Financial exclusion is defined by the European Commission as “(…) not being able to access or use ‘financial services in the mainstream market that are appropriate to (people’s) needs and enable them to lead a normal life in the society in which they belong’ (European Commission, 2008).” In most societies contactless card payments and other cashless means of paying are predominant, thus having a bank account is the first step for securing financial participation. The COVID19 pandemic has added a new layer of digitalisation and cashlessness to our societies, by moving public services almost entirely online and further encouraging cashless payments. Since the outbreak of the pandemic cash has been perceived as a means of transmitting the virus and– cash payments have increasingly been replaced by card payments. Furthermore, ATMs have started being physically removed in several European countries. All these changes are negatively impacting individuals who face barriers in opening bank accounts, as part of their financial exclusion.
In this context, marginalised and vulnerable people, including those experiencing homelessness, are at a high (and increasing) risk of financial exclusion. To avoid even further marginalisation of homeless people, existing policies and their implementation at national level by EU Member States have to be improved. Adequate measures need to be implemented to enhance access to payment accounts with basic features for people experiencing homelessness and vulnerable groups.

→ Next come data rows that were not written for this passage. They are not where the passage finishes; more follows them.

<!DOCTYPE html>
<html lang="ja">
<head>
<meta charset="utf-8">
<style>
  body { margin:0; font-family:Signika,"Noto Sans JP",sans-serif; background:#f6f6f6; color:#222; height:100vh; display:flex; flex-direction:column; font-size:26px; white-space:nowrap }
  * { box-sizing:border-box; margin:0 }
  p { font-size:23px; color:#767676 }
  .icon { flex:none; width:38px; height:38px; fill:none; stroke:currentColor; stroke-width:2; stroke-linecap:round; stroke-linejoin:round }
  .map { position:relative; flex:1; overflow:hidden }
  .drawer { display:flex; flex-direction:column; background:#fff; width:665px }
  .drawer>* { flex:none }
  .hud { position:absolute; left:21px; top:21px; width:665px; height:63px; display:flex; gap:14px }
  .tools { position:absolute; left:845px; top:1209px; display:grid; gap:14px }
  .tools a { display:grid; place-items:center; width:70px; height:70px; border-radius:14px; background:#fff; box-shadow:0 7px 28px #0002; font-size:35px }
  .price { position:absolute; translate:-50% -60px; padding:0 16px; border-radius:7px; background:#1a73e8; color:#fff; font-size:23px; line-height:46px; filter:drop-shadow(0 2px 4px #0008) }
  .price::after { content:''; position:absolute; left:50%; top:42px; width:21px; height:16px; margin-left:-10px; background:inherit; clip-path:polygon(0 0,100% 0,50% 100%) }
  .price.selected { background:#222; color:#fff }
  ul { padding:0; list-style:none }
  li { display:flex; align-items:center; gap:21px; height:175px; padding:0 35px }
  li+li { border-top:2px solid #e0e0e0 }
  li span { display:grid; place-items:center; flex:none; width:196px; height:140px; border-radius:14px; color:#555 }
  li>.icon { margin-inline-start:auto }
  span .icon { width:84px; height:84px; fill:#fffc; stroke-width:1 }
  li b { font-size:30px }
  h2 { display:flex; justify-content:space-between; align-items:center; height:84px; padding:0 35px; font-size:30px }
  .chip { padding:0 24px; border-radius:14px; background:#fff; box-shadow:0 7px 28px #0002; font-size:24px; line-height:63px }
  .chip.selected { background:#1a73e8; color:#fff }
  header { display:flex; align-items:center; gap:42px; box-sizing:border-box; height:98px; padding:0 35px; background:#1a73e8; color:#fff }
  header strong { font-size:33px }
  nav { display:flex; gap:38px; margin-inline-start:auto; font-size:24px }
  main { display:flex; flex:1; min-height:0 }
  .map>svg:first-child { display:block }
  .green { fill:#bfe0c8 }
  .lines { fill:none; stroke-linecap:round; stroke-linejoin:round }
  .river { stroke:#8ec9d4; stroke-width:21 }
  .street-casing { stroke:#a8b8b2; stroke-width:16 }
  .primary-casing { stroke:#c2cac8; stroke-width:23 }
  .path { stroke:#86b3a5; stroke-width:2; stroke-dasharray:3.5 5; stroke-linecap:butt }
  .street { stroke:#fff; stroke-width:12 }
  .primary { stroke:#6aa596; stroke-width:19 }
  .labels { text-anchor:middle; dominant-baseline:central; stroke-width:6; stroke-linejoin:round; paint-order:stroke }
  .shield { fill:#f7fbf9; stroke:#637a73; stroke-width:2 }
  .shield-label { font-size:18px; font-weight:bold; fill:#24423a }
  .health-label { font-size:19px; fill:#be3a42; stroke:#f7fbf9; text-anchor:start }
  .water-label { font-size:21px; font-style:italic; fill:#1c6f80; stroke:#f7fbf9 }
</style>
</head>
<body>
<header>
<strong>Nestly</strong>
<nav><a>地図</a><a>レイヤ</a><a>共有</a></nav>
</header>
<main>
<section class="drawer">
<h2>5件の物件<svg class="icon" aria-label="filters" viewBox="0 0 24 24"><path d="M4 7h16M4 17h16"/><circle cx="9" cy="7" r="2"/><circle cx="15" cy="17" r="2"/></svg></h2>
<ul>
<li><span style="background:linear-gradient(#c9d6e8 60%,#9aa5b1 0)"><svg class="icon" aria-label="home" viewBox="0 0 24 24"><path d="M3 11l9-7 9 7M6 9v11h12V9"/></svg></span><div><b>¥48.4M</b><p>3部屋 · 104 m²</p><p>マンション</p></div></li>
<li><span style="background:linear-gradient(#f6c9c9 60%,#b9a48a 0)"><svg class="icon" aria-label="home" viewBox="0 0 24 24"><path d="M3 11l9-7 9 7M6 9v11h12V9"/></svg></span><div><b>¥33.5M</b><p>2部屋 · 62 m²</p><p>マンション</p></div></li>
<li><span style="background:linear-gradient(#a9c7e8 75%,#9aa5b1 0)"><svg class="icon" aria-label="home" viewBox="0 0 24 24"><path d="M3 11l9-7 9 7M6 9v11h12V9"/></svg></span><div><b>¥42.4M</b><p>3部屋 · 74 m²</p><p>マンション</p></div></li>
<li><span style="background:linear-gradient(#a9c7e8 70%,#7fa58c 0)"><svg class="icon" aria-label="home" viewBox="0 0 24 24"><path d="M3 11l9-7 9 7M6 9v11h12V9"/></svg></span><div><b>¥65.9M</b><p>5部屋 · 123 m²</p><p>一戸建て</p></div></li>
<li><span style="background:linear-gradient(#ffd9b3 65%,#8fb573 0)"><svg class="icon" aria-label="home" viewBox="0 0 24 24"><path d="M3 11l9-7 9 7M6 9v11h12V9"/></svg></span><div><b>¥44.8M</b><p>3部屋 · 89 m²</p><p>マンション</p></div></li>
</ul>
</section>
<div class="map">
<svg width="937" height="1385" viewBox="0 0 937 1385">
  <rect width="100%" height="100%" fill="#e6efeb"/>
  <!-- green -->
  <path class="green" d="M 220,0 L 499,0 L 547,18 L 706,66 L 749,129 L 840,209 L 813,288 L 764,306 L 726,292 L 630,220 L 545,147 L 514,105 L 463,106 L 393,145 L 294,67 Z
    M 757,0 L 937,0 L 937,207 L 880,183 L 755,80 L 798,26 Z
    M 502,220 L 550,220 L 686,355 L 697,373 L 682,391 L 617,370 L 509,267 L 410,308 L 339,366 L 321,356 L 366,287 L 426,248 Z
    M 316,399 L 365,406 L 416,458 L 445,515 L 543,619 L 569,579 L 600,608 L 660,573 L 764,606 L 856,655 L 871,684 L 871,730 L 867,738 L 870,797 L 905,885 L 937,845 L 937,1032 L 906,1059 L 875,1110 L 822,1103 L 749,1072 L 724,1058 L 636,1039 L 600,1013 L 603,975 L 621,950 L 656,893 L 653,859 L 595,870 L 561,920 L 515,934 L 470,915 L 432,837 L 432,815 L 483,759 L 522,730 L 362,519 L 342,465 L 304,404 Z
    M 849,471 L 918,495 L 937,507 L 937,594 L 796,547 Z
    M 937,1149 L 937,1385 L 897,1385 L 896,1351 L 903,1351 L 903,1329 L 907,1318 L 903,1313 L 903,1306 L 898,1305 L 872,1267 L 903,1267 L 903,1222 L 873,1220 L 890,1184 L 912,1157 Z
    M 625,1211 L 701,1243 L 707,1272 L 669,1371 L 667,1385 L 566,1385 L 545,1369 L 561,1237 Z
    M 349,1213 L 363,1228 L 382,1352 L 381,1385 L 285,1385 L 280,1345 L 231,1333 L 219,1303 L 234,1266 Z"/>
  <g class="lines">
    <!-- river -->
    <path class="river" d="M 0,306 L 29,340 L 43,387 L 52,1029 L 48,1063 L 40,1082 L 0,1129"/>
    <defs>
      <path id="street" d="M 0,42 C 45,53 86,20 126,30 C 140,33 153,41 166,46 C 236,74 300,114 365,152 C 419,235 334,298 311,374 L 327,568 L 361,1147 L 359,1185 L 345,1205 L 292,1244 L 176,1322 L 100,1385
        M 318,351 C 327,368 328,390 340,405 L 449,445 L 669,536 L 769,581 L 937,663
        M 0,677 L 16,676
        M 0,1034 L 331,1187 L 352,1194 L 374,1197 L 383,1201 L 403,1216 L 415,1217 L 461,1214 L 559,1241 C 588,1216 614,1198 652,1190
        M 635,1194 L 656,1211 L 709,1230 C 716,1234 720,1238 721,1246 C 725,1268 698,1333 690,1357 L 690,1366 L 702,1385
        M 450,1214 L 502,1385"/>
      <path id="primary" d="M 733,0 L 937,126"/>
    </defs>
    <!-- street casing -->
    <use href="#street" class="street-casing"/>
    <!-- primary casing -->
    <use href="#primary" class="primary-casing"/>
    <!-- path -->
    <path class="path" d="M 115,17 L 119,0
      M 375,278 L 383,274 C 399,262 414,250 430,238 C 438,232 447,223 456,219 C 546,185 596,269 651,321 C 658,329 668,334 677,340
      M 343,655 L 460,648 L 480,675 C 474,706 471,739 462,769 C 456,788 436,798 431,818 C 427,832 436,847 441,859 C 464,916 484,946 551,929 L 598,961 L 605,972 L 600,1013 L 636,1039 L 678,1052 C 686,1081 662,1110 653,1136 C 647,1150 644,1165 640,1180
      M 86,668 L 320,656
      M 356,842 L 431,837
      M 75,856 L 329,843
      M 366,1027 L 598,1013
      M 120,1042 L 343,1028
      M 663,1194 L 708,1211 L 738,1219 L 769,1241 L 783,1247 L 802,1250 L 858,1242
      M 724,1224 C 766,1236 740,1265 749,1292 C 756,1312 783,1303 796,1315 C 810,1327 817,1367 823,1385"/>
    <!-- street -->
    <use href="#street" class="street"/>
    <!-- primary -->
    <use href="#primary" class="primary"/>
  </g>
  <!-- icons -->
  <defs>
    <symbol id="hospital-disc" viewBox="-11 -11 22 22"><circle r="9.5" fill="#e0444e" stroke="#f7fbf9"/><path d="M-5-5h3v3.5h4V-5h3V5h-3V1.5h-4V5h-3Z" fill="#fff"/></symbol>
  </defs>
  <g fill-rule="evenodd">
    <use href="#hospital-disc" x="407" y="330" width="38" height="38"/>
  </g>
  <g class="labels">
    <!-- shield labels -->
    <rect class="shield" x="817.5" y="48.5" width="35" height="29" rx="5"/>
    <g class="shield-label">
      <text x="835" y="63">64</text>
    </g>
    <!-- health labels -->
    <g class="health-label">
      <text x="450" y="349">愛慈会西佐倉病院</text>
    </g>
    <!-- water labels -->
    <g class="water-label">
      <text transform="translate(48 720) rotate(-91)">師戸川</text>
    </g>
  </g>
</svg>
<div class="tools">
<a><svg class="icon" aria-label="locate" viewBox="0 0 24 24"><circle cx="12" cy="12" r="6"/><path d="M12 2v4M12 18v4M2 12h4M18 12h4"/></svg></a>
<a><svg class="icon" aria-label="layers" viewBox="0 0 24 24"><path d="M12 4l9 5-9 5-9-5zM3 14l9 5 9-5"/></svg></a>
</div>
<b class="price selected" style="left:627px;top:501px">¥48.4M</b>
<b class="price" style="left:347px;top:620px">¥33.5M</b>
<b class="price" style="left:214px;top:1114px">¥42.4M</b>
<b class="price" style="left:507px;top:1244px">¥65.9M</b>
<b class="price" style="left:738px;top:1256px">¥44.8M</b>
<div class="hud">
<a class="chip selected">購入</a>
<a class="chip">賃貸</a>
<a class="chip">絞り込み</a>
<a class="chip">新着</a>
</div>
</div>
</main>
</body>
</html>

Several FEANTSA members who work as service providers for destitute and homeless people across Europe have supported individuals’ access to banking services, and, most importantly, to open a bank account. They also work to support people who cannot manage banking services once obtained, because of a lack of digital skills or knowledge of the financial system. Their experiences are proof that accessing a bank account is not as straightforward as the European Commission aimed to make it through Directive 2014/92/EU of the European Parliament and of the Council of 23 July 2014 on the comparability of fees related to payment accounts, payment account switching and access to payment accounts with basic features (hereafter the PAD Directive). By presenting these experiences, the objective of this paper is twofold: firstly, to uncover the irregularities in the implementation of the PAD Directive across MS and secondly, to promote the tools that homelessness service providers put in place for facilitating access to bank services for their beneficiaries. These tools can serve as inspiration to other services as well as to national authorities.
 Finance Watch, Financial exclusion: Making the invisible visible. A study on societal groups encountering barriers to accessing financial services in the EU, March 2020.